[[ DATASET CONTENT open ]]

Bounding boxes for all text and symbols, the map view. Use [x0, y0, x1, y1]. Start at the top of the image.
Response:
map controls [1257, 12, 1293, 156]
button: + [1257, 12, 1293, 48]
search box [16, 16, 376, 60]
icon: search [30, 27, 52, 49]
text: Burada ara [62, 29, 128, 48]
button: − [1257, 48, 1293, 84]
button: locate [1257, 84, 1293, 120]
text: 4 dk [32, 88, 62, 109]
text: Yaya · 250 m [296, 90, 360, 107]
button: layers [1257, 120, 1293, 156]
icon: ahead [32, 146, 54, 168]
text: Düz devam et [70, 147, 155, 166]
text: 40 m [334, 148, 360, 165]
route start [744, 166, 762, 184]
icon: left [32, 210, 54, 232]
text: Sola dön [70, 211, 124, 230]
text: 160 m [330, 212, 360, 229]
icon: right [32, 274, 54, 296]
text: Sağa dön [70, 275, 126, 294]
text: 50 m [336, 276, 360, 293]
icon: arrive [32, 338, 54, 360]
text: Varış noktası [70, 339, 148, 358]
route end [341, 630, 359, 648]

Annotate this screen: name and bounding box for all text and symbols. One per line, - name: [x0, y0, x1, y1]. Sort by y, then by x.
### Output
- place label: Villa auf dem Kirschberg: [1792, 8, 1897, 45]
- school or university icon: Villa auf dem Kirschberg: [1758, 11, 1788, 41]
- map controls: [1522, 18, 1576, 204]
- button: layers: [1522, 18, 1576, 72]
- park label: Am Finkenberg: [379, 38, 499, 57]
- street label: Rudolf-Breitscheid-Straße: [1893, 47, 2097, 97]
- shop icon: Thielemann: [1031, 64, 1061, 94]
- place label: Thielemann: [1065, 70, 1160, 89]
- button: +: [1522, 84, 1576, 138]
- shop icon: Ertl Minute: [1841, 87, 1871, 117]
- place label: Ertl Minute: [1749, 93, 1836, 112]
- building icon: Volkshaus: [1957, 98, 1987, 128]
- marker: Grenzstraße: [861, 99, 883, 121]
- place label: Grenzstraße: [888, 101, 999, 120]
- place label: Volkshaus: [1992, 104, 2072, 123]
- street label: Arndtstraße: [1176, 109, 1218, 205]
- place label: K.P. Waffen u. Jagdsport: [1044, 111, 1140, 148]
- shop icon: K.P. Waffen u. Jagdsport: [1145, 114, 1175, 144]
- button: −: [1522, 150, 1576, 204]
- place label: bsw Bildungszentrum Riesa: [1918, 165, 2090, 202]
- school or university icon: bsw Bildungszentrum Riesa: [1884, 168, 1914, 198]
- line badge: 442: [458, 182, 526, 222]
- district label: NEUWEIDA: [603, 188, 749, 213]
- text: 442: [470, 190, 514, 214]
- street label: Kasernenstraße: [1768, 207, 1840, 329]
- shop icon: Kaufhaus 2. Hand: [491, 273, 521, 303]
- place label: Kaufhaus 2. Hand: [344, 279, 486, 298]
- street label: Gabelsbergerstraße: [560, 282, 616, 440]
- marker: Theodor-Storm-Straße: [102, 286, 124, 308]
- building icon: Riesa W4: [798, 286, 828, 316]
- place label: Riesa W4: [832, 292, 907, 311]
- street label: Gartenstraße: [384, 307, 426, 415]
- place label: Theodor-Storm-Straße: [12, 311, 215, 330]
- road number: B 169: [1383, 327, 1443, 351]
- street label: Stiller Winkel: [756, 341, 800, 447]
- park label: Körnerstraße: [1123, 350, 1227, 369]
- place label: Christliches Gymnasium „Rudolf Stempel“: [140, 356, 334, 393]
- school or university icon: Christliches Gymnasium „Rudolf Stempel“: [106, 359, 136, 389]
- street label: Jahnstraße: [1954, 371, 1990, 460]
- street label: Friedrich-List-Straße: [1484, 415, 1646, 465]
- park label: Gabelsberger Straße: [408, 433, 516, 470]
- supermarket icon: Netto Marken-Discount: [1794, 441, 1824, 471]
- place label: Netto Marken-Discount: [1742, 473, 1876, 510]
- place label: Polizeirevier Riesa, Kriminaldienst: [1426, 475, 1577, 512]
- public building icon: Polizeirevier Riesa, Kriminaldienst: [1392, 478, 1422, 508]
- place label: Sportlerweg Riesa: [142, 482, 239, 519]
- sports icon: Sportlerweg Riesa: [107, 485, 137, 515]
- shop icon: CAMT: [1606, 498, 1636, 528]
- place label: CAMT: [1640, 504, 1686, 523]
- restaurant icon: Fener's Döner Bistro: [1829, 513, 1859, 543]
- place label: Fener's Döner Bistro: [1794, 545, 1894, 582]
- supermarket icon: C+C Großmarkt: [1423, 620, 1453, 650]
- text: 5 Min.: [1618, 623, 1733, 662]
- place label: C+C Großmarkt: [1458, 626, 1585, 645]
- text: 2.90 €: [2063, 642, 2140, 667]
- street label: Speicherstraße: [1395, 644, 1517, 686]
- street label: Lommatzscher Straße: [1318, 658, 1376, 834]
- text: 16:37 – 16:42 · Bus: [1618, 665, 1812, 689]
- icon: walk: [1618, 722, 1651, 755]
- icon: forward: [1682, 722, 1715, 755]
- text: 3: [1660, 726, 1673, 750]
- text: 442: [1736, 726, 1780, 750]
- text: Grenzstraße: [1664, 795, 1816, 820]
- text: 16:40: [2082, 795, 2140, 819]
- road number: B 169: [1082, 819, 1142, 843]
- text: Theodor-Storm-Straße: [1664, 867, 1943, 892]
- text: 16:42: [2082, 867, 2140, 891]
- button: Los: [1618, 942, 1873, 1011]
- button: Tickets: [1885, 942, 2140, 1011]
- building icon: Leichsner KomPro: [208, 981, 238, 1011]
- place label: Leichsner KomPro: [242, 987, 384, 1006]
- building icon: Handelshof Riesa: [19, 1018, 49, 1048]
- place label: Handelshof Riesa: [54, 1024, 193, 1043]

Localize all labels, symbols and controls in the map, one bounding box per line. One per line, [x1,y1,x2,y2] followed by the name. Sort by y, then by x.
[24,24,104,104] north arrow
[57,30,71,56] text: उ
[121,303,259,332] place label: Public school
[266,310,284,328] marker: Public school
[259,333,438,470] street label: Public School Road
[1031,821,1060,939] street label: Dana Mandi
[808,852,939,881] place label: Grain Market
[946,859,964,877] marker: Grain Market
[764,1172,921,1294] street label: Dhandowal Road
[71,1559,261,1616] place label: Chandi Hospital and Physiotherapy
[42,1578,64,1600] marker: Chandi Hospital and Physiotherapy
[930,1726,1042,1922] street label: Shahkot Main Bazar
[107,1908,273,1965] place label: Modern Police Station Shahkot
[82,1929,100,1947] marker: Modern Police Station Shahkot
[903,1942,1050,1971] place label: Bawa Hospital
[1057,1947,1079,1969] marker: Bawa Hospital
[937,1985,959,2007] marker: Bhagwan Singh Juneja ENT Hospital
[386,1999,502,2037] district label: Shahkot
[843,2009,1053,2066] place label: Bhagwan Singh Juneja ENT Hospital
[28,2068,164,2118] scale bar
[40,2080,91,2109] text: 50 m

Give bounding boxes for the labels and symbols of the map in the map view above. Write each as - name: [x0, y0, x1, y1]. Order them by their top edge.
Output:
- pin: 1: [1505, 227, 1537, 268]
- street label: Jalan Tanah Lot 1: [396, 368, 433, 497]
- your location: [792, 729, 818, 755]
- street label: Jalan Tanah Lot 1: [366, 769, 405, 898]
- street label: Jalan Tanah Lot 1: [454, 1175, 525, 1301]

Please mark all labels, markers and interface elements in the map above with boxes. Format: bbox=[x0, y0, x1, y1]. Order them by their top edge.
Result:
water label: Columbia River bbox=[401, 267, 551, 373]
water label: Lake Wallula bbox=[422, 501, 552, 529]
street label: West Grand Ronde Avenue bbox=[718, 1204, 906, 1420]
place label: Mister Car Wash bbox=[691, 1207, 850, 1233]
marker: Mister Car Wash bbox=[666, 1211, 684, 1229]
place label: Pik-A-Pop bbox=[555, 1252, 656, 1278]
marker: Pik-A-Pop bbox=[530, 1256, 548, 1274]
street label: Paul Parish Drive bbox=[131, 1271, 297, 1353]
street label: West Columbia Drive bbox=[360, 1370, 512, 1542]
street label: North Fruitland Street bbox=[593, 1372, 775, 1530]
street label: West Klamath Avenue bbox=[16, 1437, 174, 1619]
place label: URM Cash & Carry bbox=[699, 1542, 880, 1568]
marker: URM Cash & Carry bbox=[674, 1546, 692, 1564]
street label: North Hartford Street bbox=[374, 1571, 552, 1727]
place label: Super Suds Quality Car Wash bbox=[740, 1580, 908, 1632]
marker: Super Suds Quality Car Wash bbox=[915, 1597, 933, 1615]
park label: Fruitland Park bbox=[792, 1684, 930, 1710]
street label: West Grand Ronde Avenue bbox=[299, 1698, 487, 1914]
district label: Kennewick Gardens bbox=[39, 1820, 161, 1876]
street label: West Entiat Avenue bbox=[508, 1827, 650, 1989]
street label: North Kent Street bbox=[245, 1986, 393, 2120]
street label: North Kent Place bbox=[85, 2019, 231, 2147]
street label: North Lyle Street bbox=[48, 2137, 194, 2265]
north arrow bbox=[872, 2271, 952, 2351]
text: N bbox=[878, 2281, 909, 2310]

[[ DATASET CONTENT closed ]]

→ **WORK INSTRUCTIONS**:
Print the listing above from its first line through the line with "Annotate this screen: name", and stop there.

→ **WRITTEN ANSWER**:
Bounding boxes for all text and symbols, the map view. Use [x0, y0, x1, y1]. Start at the top of the image.
Response:
map controls [1257, 12, 1293, 156]
button: + [1257, 12, 1293, 48]
search box [16, 16, 376, 60]
icon: search [30, 27, 52, 49]
text: Burada ara [62, 29, 128, 48]
button: − [1257, 48, 1293, 84]
button: locate [1257, 84, 1293, 120]
text: 4 dk [32, 88, 62, 109]
text: Yaya · 250 m [296, 90, 360, 107]
button: layers [1257, 120, 1293, 156]
icon: ahead [32, 146, 54, 168]
text: Düz devam et [70, 147, 155, 166]
text: 40 m [334, 148, 360, 165]
route start [744, 166, 762, 184]
icon: left [32, 210, 54, 232]
text: Sola dön [70, 211, 124, 230]
text: 160 m [330, 212, 360, 229]
icon: right [32, 274, 54, 296]
text: Sağa dön [70, 275, 126, 294]
text: 50 m [336, 276, 360, 293]
icon: arrive [32, 338, 54, 360]
text: Varış noktası [70, 339, 148, 358]
route end [341, 630, 359, 648]

Annotate this screen: name and bounding box for all text and symbols. One per line, - name: [x0, y0, x1, y1]. Sort by y, then by x.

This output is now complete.